[PATCH] D90445: [SLP] Make SLPVectorizer to use `llvm.masked.gather` intrinsic

Alexey Bataev via Phabricator via llvm-commits llvm-commits at lists.llvm.org
Thu Nov 5 10:04:31 PST 2020


ABataev added inline comments.


================
Comment at: llvm/lib/Transforms/Vectorize/SLPVectorizer.cpp:2848
+        // Vectorizing non-consecutive loads with `llvm.masked.gather`.

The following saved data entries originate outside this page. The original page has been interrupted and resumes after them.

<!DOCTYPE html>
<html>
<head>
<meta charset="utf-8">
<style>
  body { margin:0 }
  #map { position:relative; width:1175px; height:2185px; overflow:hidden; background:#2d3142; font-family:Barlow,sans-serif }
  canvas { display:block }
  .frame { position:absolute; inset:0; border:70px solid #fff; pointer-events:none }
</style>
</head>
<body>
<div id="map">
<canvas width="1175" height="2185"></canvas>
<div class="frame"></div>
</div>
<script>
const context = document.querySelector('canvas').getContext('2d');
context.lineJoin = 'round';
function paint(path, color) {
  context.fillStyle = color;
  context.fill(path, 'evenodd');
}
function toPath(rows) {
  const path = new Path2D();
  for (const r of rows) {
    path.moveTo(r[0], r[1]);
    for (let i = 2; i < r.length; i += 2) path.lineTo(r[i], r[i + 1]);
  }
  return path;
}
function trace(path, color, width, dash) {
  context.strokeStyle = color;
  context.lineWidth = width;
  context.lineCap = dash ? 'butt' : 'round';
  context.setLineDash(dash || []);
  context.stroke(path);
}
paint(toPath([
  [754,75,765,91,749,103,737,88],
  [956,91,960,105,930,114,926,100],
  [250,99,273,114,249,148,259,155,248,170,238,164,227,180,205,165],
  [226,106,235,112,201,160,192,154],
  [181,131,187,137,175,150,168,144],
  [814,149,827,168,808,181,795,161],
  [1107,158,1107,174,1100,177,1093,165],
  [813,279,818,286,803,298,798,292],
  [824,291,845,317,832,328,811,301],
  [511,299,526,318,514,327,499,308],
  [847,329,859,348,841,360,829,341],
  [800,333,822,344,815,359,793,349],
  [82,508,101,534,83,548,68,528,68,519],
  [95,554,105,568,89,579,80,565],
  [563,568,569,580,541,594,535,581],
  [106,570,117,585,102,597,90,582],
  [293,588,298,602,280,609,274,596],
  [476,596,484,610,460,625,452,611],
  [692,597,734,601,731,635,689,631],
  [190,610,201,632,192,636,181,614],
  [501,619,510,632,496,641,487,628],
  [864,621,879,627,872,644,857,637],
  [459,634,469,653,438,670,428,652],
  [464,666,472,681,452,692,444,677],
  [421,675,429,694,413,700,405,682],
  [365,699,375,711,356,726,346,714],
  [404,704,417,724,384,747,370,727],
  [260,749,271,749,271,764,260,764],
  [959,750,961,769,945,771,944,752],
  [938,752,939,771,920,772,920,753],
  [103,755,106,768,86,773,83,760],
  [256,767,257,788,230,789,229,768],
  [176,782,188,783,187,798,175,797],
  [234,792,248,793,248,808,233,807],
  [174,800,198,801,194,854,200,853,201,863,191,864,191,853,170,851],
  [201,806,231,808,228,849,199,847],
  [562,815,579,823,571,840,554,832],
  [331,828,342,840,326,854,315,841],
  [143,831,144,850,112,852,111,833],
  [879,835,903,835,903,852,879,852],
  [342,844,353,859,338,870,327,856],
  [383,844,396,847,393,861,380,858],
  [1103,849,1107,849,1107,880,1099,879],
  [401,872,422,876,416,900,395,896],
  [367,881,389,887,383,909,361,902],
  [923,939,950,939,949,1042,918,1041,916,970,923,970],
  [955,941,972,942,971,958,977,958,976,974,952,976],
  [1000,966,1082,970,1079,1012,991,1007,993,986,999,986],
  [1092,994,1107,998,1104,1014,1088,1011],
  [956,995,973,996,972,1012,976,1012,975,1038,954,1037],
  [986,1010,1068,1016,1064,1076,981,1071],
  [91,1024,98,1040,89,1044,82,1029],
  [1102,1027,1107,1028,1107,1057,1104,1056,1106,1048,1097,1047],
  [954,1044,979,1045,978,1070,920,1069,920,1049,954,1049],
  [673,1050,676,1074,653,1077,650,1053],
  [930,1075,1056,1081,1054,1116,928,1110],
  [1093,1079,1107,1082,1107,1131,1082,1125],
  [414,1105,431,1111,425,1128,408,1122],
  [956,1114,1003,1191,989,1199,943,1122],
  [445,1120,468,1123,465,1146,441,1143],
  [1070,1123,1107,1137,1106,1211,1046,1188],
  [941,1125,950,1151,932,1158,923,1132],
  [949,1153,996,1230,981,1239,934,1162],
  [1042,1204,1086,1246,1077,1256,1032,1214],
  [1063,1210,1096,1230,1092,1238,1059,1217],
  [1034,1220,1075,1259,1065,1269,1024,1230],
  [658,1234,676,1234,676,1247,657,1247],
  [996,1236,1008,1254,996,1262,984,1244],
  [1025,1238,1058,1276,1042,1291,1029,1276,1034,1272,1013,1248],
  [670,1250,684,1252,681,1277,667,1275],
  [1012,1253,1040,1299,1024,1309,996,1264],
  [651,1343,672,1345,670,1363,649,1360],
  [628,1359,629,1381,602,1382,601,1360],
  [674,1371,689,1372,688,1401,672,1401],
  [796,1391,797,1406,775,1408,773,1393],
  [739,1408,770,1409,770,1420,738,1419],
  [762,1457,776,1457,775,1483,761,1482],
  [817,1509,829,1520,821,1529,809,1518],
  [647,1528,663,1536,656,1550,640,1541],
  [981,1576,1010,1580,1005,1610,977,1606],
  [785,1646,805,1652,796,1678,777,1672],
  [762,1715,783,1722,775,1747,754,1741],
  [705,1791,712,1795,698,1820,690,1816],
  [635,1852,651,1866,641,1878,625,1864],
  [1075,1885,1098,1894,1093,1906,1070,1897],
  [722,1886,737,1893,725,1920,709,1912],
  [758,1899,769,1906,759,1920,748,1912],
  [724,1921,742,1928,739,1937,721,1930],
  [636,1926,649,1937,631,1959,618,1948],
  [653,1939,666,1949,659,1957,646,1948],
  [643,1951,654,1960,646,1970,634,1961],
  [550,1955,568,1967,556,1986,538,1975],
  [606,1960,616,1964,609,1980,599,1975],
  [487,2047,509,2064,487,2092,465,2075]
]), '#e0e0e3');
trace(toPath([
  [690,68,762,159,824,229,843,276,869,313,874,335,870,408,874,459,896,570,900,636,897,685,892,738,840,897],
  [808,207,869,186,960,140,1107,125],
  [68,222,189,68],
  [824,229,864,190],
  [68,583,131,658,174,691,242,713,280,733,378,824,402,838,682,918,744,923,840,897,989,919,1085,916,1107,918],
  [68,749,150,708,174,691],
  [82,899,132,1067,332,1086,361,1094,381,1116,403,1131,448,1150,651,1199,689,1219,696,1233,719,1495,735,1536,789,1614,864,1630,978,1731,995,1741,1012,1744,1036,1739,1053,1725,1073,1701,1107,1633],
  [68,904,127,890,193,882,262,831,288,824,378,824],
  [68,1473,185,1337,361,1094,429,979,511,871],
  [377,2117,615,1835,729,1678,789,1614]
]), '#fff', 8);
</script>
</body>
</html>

+        TreeEntry *TE = newTreeEntry(VL, Bundle /*vectorized*/, S, UserTreeIdx,
+                                     ReuseShuffleIndicies);
----------------
anton-afanasyev wrote:
> ABataev wrote:
> > anton-afanasyev wrote:
> > > ABataev wrote:
> > > > anton-afanasyev wrote:
> > > > > ABataev wrote:
> > > > > > anton-afanasyev wrote:
> > > > > > > ABataev wrote:
> > > > > > > > anton-afanasyev wrote:
> > > > > > > > > ABataev wrote:
> > > > > > > > > > anton-afanasyev wrote:
> > > > > > > > > > > ABataev wrote:
> > > > > > > > > > > > Why it is `vectorized` if this is actually kind of gather?
> > > > > > > > > > > Actually I think `vectorized` is more appropriate here than `gathered` in sense it is used throughout SLPVectorizer module. Since we actually modify several instruction to _one_. I can change it to `scatter-vectorized`.

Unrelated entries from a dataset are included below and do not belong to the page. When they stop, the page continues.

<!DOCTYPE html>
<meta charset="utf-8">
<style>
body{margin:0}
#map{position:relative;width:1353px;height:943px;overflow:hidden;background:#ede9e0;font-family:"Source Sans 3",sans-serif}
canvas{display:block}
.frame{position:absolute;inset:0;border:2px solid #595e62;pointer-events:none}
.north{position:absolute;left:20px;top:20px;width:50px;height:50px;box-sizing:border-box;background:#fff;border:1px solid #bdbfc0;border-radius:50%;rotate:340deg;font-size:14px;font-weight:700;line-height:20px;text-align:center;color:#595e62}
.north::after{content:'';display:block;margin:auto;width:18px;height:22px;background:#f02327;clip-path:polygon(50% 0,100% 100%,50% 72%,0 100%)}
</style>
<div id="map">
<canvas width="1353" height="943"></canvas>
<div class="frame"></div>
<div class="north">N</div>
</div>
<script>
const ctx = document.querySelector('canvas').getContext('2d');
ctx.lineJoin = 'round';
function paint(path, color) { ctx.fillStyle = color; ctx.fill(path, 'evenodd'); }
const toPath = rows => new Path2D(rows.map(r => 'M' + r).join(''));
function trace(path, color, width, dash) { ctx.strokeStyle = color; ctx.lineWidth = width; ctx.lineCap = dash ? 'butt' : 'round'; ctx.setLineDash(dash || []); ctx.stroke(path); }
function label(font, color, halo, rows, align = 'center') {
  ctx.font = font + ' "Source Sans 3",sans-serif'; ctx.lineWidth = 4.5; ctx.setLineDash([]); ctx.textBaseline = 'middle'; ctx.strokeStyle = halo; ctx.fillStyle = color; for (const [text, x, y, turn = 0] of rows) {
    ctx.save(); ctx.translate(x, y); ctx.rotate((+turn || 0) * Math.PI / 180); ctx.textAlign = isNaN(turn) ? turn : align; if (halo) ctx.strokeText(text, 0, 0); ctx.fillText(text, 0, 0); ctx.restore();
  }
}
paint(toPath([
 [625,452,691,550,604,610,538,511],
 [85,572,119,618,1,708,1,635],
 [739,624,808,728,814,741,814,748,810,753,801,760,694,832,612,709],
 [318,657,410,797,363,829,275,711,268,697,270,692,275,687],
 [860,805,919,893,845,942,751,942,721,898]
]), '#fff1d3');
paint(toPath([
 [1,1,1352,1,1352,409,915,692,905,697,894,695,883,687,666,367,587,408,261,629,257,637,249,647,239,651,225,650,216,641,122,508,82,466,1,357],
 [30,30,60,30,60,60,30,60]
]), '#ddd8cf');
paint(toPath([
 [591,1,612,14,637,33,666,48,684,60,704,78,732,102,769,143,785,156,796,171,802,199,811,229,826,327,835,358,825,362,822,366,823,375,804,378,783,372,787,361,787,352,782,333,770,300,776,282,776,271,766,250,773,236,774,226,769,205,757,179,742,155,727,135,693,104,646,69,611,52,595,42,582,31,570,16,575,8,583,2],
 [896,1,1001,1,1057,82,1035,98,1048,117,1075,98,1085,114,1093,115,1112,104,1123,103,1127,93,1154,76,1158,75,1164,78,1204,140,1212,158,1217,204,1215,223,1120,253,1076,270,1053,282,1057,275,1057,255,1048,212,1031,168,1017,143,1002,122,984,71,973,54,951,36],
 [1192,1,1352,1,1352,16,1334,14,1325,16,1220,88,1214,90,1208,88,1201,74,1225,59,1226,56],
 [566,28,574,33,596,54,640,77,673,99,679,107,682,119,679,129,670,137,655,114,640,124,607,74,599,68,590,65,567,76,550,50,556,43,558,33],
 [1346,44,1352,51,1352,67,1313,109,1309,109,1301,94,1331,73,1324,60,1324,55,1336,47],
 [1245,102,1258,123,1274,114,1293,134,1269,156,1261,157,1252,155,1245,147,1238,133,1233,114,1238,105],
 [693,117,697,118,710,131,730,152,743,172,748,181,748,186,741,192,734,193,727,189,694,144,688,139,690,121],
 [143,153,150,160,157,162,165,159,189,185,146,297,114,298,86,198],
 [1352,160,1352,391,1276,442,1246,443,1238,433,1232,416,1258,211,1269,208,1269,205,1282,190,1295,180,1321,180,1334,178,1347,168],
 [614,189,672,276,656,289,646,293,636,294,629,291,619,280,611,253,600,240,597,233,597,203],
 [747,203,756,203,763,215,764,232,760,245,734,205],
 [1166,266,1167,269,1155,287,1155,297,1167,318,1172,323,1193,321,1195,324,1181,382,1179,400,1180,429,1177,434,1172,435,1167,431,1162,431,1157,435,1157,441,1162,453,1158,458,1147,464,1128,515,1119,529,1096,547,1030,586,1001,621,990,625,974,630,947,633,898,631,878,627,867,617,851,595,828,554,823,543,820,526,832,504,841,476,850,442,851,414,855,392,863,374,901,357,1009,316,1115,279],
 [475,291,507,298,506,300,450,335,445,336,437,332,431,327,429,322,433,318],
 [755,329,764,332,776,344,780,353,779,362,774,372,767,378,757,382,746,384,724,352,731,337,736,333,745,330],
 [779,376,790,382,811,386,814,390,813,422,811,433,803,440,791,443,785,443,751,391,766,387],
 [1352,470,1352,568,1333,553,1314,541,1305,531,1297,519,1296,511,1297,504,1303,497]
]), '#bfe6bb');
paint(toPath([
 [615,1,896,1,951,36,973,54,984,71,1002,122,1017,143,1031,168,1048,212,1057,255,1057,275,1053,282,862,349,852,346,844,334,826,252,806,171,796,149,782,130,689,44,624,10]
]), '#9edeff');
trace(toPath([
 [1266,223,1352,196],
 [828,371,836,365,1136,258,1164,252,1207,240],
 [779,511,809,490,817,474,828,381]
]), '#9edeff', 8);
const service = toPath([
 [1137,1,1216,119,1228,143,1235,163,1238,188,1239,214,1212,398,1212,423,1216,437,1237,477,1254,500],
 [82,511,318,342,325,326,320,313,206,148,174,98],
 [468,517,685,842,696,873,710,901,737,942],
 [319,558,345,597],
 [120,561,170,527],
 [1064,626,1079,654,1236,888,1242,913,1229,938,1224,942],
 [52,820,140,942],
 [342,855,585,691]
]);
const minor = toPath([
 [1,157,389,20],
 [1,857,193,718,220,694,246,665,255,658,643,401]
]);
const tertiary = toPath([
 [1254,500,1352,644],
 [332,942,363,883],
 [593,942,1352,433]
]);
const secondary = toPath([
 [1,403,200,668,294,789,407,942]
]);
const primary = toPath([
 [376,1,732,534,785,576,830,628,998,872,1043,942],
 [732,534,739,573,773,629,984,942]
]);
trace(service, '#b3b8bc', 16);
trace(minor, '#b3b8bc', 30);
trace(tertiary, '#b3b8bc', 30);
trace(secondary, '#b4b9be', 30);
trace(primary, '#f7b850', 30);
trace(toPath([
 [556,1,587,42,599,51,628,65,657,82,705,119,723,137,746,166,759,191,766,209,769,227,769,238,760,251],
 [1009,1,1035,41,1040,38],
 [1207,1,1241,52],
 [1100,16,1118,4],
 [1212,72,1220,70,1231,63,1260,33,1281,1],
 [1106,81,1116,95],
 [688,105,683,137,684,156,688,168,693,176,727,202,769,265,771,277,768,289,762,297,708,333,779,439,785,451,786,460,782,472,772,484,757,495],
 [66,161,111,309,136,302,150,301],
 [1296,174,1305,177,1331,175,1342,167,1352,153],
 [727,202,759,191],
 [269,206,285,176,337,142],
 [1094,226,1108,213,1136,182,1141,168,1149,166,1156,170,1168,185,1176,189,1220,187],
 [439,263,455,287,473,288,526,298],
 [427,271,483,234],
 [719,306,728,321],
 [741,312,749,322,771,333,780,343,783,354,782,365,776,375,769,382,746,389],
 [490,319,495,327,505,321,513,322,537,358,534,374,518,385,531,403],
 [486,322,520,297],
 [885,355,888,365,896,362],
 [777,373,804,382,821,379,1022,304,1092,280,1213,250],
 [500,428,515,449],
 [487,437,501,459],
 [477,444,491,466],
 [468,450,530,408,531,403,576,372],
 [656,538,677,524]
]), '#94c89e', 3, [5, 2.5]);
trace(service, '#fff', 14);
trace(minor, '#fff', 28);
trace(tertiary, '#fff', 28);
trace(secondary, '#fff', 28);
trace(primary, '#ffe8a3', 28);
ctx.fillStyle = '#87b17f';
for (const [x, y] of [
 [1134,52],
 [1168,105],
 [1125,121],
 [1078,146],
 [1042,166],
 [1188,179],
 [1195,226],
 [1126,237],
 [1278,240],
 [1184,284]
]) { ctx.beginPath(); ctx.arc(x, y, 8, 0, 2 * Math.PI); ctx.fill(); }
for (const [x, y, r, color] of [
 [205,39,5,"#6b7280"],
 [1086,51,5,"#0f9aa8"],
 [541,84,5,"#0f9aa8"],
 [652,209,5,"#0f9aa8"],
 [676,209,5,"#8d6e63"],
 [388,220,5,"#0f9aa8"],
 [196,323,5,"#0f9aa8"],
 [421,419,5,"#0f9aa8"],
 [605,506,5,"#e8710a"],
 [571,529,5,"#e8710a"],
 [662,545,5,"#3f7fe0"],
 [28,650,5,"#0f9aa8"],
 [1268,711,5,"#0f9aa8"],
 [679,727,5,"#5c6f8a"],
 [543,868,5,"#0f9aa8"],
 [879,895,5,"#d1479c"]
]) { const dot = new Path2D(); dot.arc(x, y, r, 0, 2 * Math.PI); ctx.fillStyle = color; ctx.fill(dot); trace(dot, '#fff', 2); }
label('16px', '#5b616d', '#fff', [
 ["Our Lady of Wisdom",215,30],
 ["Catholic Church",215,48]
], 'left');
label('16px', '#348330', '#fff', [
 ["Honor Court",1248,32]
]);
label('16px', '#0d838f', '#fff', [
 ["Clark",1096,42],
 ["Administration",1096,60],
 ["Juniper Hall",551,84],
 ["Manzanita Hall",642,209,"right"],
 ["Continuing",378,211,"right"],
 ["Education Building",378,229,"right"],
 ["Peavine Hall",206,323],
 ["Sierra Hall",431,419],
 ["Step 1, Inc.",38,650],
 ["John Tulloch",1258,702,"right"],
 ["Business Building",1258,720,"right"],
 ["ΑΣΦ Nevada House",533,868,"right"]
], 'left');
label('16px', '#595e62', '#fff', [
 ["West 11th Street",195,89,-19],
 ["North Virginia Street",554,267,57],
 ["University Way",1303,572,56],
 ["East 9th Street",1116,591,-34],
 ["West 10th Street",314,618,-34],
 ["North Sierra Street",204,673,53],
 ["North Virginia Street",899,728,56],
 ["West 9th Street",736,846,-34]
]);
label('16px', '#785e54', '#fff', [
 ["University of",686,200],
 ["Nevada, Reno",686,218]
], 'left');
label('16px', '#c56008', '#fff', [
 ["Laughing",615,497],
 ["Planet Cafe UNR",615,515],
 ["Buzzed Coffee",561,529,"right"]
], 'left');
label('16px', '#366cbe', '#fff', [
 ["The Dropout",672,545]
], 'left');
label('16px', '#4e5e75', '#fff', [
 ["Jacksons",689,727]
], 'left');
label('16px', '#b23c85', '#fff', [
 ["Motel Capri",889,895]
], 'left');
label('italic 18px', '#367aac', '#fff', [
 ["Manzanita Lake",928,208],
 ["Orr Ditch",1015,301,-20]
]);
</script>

> > > > > > > > > > Could you give a bit more explanation why it should be treated as `vectorized`?
> > > > > > > > > Ok.
> > > > > > > > > For now, `enum EntryState {Vectorize, NeedToGather}` has two states: the first is for the bundle that is to be vectorized, the second is to be gathered, but here "gathered" means this bundle will stay untouched after tree vectorization, we need no replace several scalar instructions with one vector instruction. Also we need no handle users of gathered instruction.
> > > > > > > > > For the "scattered" entry we have opposite case: several scalar instructios to be replaced with `@llvm.masked.gather.*` and `@llvm.masked.scatter.*` intrinsics and we need to handle its users (at least, for `store` = `@llvm.masked.scatter.*` case (the next patch, also using `IsScattered` field)).
> > > > > > > > > Am I clear?
> > > > > > > > Shall we handle the users for loads?
> > > > > > > No, only for stores, of course. Vectorized `load`s are leaves of vectorized tree, whereas stores are seed points. Scattered stores can also be "vectorized" in the sense of being replaced with the one intrinsic.
> > > > > > Then for loads it is more just a kind a gather, rather than vectorize. Is it required to mark the scalars as vectorized or just enough to mark as gathered? Do we need all this stuff that is required for the vectorized instructions, like inorder, etc.?
> > > > > Yes, we need this stuff: at least, separate cost estimation, scheduling. We treat this as generalization of vectorization -- like `load <4 x i32>`, `@llvm.masked.gather` loads to `<4 x i32>`, for instance.
> > > > Why it cannot be model via gather? We gather the scalar loads here but into a different form. Instead of direct gather we just gather the addresses and then do a load. But this still a kind of gather. Do you need to continue scheduling here? No, you don't, just need to extend `Gather` function to generate gather of addresses + `llvm.masked.gather` call.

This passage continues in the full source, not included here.